• Natal, por Alexandre Amaral.
    “Natal”, do latim natális, derivada do verbo “nascor, nascéris, natus sum, nasci”, significando nascer, ser posto no mundo. Como adjetivo, significa o local onde ocorreu o nascimento de alguém, logo a expressão terra-natal, reportando-se ao nascimento. Igualmente, no Natal comemora-se, desde os séculos IV e V, o nascimento de Jesus, pela Igreja Ocidental Romana e pela Igreja Católica Oriental, respectivamente.
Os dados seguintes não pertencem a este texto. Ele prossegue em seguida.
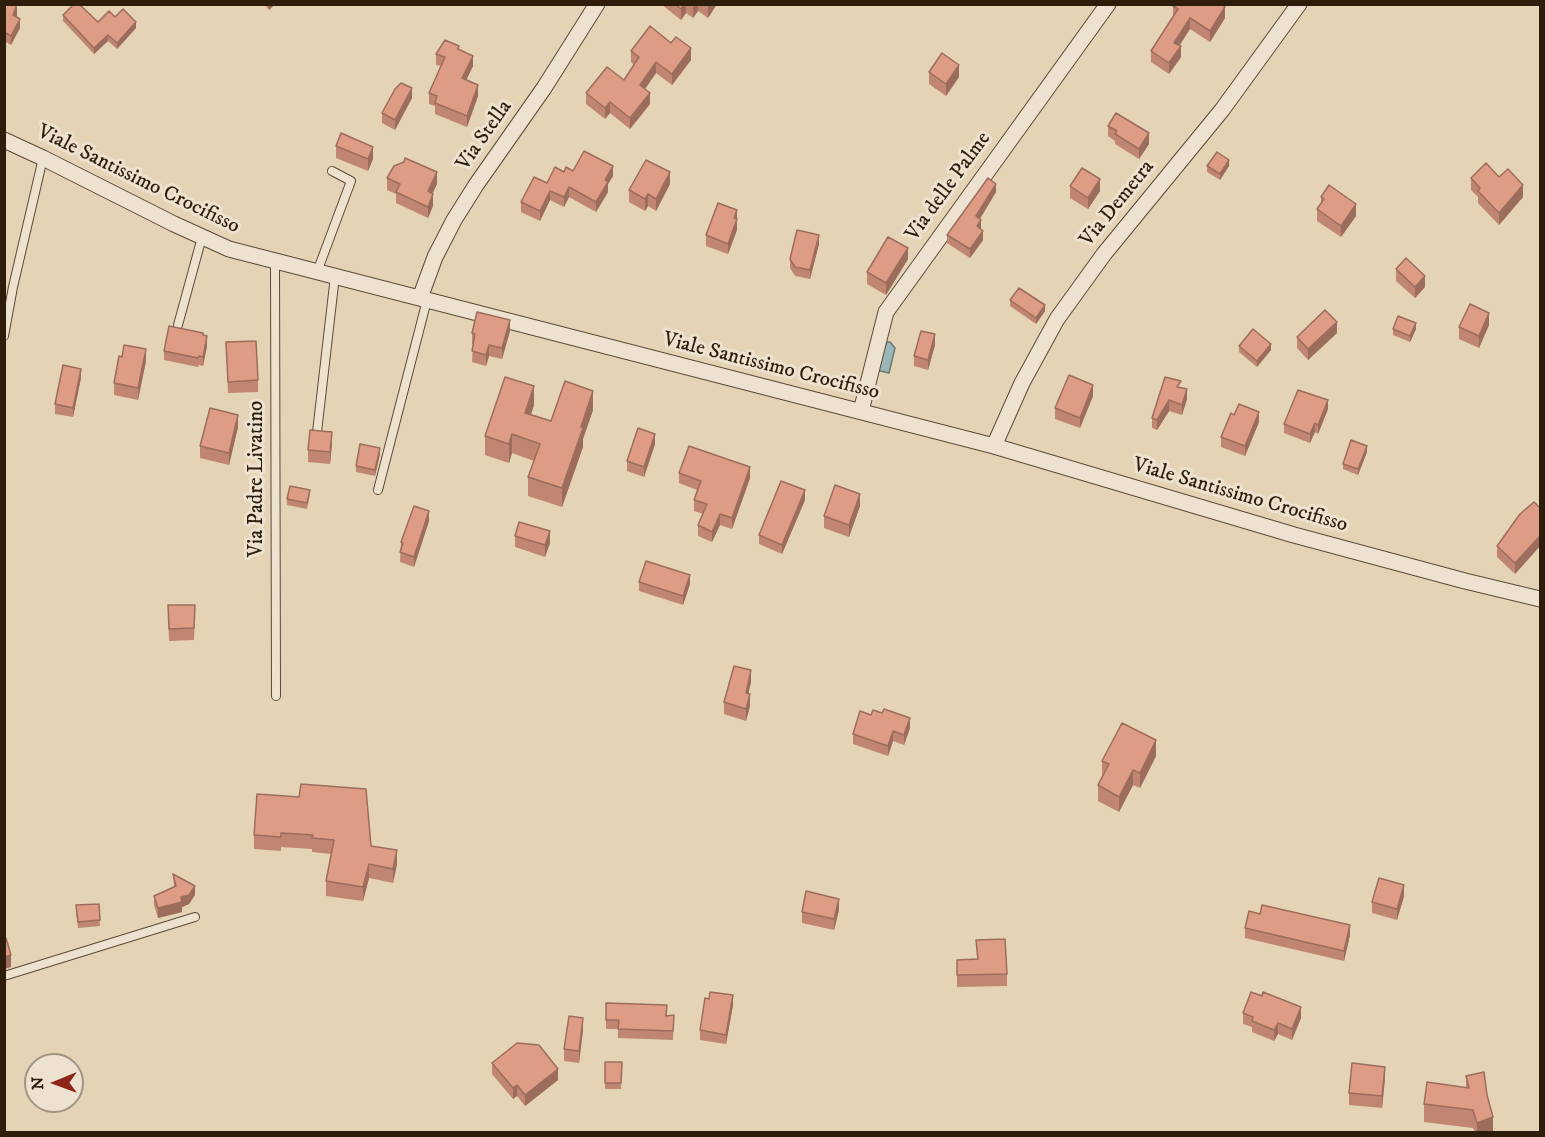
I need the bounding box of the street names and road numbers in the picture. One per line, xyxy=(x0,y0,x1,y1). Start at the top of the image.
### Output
street label: Via Stella xyxy=(452,96,518,176)
street label: Viale Santissimo Crocifisso xyxy=(33,120,243,240)
street label: Via delle Palme xyxy=(901,128,997,246)
street label: Via Demetra xyxy=(1075,156,1161,252)
street label: Viale Santissimo Crocifisso xyxy=(660,328,882,406)
street label: Via Padre Livatino xyxy=(245,401,271,557)
street label: Viale Santissimo Crocifisso xyxy=(1130,453,1350,539)

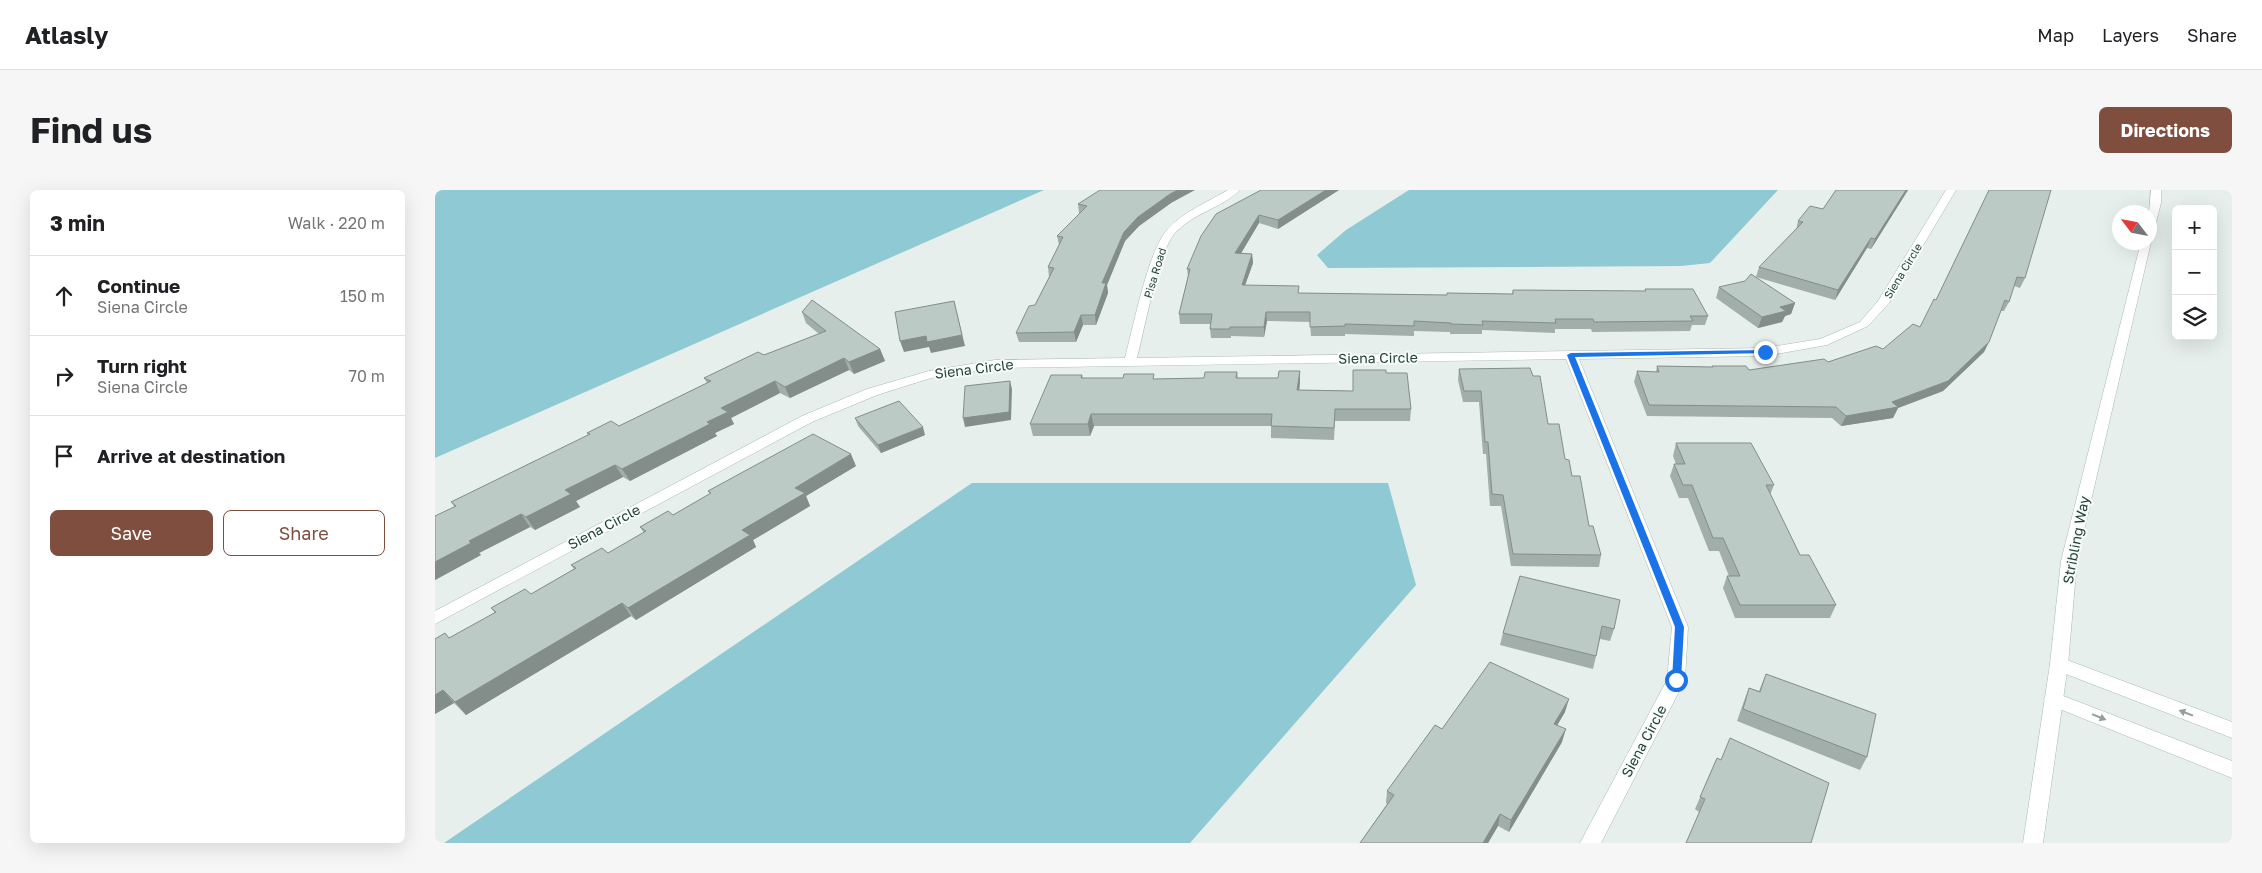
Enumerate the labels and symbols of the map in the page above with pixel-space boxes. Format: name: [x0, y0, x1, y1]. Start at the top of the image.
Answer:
north arrow: [2112, 205, 2157, 250]
street label: Siena Circle: [1881, 241, 1924, 301]
street label: Pisa Road: [1141, 246, 1168, 300]
route end: [1754, 341, 1777, 364]
street label: Siena Circle: [1338, 348, 1418, 367]
street label: Siena Circle: [933, 355, 1014, 382]
street label: Stribling Way: [2059, 494, 2092, 585]
street label: Siena Circle: [565, 500, 643, 553]
route start: [1665, 669, 1688, 692]
street label: Siena Circle: [1617, 702, 1670, 780]
one-way arrow: [2178, 709, 2193, 717]
one-way arrow: [2092, 713, 2107, 721]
    O dia 25 de dezembro tornou-se mais uma daquelas tradições inventadas, como exemplo, lembro que na parte Oriental do Império Romana, não era aceito o Calendário Gregoriana, logo celebrava-se o nascor em 7 de janeiro.
    Eric Hobsbawm, na obra “A invenção das tradições”, define “tradição inventada”, no sentido de construídas e formalmente institucionalizadas, como “um conjunto de práticas, normalmente reguladas por regras tácita ou abertamente aceitas; tais práticas, de natureza ritual ou simbólica, visam inculcar certos valores e normas de comportamento através da repetição, o que implica, automaticamente; uma continuidade em relação ao passado”. Nesse sentido, a Igreja rapidamente agiu para cristianizar as festividades consideradas pagãs, adotando a data 25 de dezembro no seio das festividades romanas.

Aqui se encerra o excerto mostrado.